Vilson Noer, Presidente da AGV (Crédito: Guilherme Testa)

 

 

Em meio à crise que vem assolando a economia brasileira, onde mais de 12 milhões de desempregados engrossam as filas de recolocação, o governo federal sinalizou uma nova oportunidade para o comércio deixar para trás os dias de estagnação. A implantação do Cadastro Positivo, previsto na medida provisória anunciada pelo presidente do Banco Central (BC), Ilan Goldfajn, em 20 de dezembro de 2016, poderá trazer mais 1 milhão de novos consumidores com potencial de compra para o varejo do Rio Grande do Sul, além das atuais 6 milhões de pessoas que se utilizam de algum tipo de crédito.

 

Com isso, poderá passar dos atuais 50% do PIB em concessões de crédito para algo entre 65% a 68%. Podemos projetar um incremento de mais de R$ 5 bilhões em negócios com compras de eletrônicos, eletrodomésticos, carros e imóveis populares nos próximos cinco anos no Estado. A primeira experiência para implantação do Cadastro Positivo no Brasil, em 2013, não foi exitosa.

 

Na época, a lei aprovada com muitos penduricalhos trazia desconfiança e não garantia de forma mais clara os reais benefícios. Isso, associado à possibilidade de venda com preços diferentes entre dinheiro e cartão de crédito, deve representar, em curto espaço de tempo, uma significativa redução dos juros na concessão de crédito.

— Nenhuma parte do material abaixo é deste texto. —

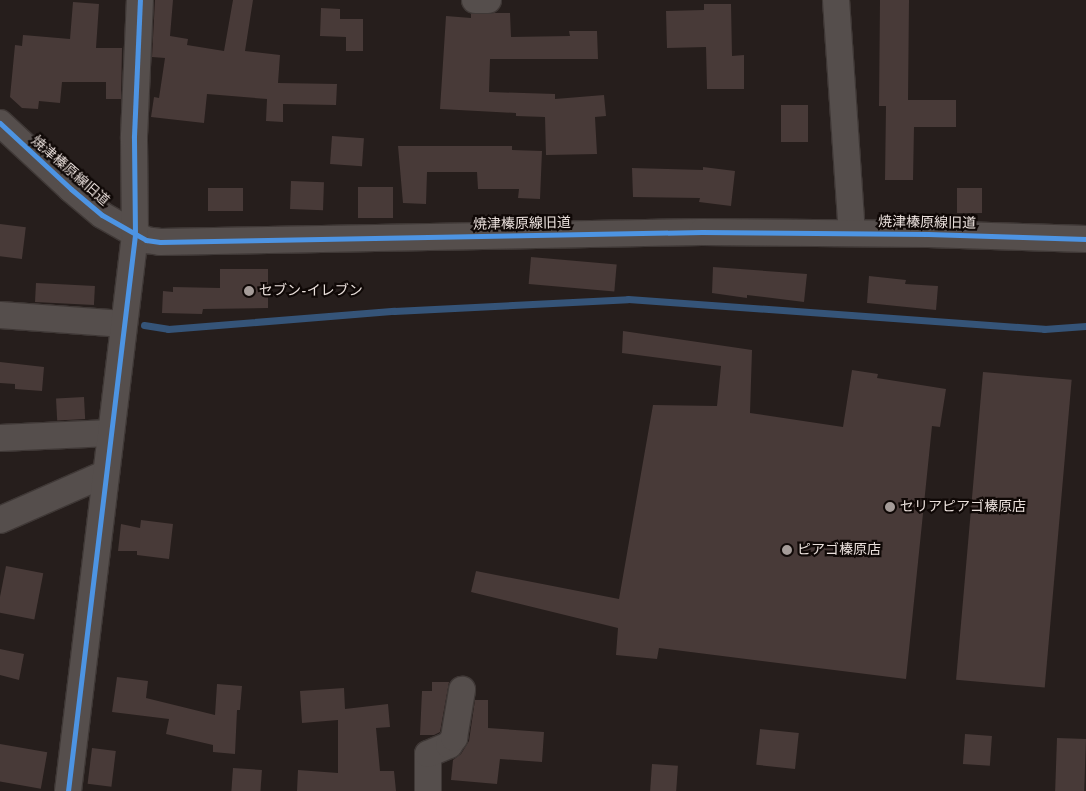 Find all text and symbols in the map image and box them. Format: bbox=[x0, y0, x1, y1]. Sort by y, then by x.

E essa diminuição estará muito atraente e longe do absurdo cobrado pelas administradoras de cartão, somando, no mês de dezembro de 2016, um percentual de 484,6% ao ano.

 

É preciso desmitificar o senso comum de que quanto maior a dívida do consumidor, melhor para o comércio. Ao contrário, nenhum empresário quer levar o cliente para a inadimplência. O sucesso dessas decisões depende da adesão a esse banco de dados, e também do nível de confiabilidade do Cadastro Positivo, além do consumidor se sentir seguro e respeitado no direito básico à informação, com critérios transparentes de avaliação de risco.